How are people coping in Israel?

What is it? Tisha B’Av, the 9th day of the month of Av (this year celebrated on July 17-18, 2021), is the saddest day on the Jewish calendar. On that day, Jews fast, pray, and read from the book of Lamentations and poetic dirges.

Why? Historically, on this day, a number of Jewish calamities occurred:

  1. The spies returned from the Promised Land with frightening reports, and as a result, the Israelites balked at the prospect of entering the land. Consequently, God decreed that they would therefore wander in the desert for 40 years. (Numbers, 13-14).
  • The First Temple built by King Solomon was destroyed by Nebuchadnezzar in 586 BCE, and the population of the Kingdom of Judah was sent into the Babylonian exile.
  • The Second Temple built by Ezra and Nehemiah was destroyed by the Romans in 70 CE, scattering the people of Judea and commencing the Jewish exile from the Holy Land.
  • The Romans crushed the Bar Kokhba’s revolt and destroyed the city of Beitar, butchering over 500,000 Jewish civilians in 135 CE.
  • Roman commander Turnus Rufus plowed the site of the Temple in Jerusalem and the surrounding area, in 135 CE.
  • Many more tragedies happened on this day, including:
  • 1290 expulsion of England’s Jews
  • 1492 banishment of all Jews from Spain
  • 1941 – Formal approval for the Nazi Party for “The Final Solution” resulting in almost 1/3 of the world’s Jewish population perished.
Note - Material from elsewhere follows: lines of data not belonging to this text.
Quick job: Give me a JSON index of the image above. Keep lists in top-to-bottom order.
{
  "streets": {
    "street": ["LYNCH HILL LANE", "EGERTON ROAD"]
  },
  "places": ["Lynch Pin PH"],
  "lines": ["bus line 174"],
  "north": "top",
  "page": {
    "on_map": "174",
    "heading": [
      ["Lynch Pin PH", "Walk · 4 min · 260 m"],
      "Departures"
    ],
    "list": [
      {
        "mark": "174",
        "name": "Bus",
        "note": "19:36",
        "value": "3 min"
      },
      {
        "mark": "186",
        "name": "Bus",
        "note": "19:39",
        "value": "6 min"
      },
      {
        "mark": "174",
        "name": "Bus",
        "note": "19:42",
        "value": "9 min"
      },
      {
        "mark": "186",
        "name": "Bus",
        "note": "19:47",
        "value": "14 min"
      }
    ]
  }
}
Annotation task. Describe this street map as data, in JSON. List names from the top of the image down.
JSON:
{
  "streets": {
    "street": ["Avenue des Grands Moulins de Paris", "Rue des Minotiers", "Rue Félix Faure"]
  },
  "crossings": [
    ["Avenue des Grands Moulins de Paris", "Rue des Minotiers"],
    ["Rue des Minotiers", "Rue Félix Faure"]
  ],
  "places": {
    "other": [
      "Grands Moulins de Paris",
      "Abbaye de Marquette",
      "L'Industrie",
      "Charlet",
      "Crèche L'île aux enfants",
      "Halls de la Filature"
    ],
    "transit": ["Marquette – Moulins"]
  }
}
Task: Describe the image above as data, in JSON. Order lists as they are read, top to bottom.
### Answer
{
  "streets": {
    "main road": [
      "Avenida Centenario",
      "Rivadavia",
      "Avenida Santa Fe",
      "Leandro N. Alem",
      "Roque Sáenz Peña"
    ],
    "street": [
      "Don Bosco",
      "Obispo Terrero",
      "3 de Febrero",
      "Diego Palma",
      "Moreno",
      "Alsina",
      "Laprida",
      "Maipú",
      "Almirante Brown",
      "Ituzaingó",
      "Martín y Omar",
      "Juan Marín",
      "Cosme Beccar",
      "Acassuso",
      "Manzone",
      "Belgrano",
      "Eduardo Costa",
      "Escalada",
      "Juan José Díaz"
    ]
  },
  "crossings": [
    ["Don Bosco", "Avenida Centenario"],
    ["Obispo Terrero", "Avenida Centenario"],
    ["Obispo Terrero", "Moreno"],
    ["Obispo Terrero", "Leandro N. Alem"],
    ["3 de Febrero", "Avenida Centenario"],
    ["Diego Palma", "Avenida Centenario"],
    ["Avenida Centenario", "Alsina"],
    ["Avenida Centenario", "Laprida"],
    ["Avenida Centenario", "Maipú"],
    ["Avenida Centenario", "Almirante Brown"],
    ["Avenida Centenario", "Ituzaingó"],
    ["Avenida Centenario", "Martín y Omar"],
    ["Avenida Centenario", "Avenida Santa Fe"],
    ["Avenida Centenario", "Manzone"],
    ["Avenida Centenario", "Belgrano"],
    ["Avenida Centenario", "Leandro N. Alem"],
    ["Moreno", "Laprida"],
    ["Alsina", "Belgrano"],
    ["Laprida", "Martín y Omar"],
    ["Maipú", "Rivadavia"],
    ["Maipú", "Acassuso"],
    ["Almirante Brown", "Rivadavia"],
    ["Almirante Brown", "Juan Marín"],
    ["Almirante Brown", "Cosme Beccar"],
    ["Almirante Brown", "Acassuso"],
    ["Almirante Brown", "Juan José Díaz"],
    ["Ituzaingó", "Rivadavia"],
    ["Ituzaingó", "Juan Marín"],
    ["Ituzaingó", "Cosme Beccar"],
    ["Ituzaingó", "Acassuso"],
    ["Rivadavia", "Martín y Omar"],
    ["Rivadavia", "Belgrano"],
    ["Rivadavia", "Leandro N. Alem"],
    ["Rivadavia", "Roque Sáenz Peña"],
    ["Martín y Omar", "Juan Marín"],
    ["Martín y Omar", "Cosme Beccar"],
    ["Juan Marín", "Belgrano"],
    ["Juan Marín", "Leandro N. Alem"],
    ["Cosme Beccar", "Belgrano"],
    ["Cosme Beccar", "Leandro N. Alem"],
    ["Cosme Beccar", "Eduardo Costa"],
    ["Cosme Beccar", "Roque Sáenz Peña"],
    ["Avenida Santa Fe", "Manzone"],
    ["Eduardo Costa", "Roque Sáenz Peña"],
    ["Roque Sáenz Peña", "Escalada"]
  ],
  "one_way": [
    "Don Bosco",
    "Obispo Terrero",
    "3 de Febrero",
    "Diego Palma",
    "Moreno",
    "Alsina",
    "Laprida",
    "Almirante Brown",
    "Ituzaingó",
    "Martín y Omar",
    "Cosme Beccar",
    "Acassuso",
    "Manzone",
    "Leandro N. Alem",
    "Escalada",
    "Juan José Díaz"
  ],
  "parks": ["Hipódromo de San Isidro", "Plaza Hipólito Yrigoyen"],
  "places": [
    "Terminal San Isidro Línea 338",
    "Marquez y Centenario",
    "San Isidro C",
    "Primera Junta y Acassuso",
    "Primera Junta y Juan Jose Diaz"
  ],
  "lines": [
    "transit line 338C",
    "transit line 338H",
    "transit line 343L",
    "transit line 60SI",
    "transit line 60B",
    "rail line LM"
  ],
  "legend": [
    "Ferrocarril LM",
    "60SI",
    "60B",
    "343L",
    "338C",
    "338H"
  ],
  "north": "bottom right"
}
Where’s the Hope? While the suffering from the calamities on Tisha b’Av was grievous and horrific, the day also contained an important element of God’s loving kindness: He chose to express His wrath against the corruption and insensitivity of Israel by destroying the stones of the Holy Temple, but He allowed His nation Israel to live.

In the book of Deuteronomy 4:25, it states that because of Israel’s perverseness and idolatry she “will be destroyed, yes destroyed.” But the very next verse lightens the punishment to exile and dispersion. It contains a promise that Israel will seek out God and repentance and declares that our God of compassion will never forsake or destroy us, He will never forget the covenant He swore to our fathers. (Ibid 4:29-32)

The book of Lamentations, read each year on the 9th of Av, concludes with the hopeful verse “Restore us to You, O L‑rd, that we may be restored! Renew our days as of old.”  This is a reminder that all that suffering was a necessary prelude to happiness and goodness, with the coming of the Messiah.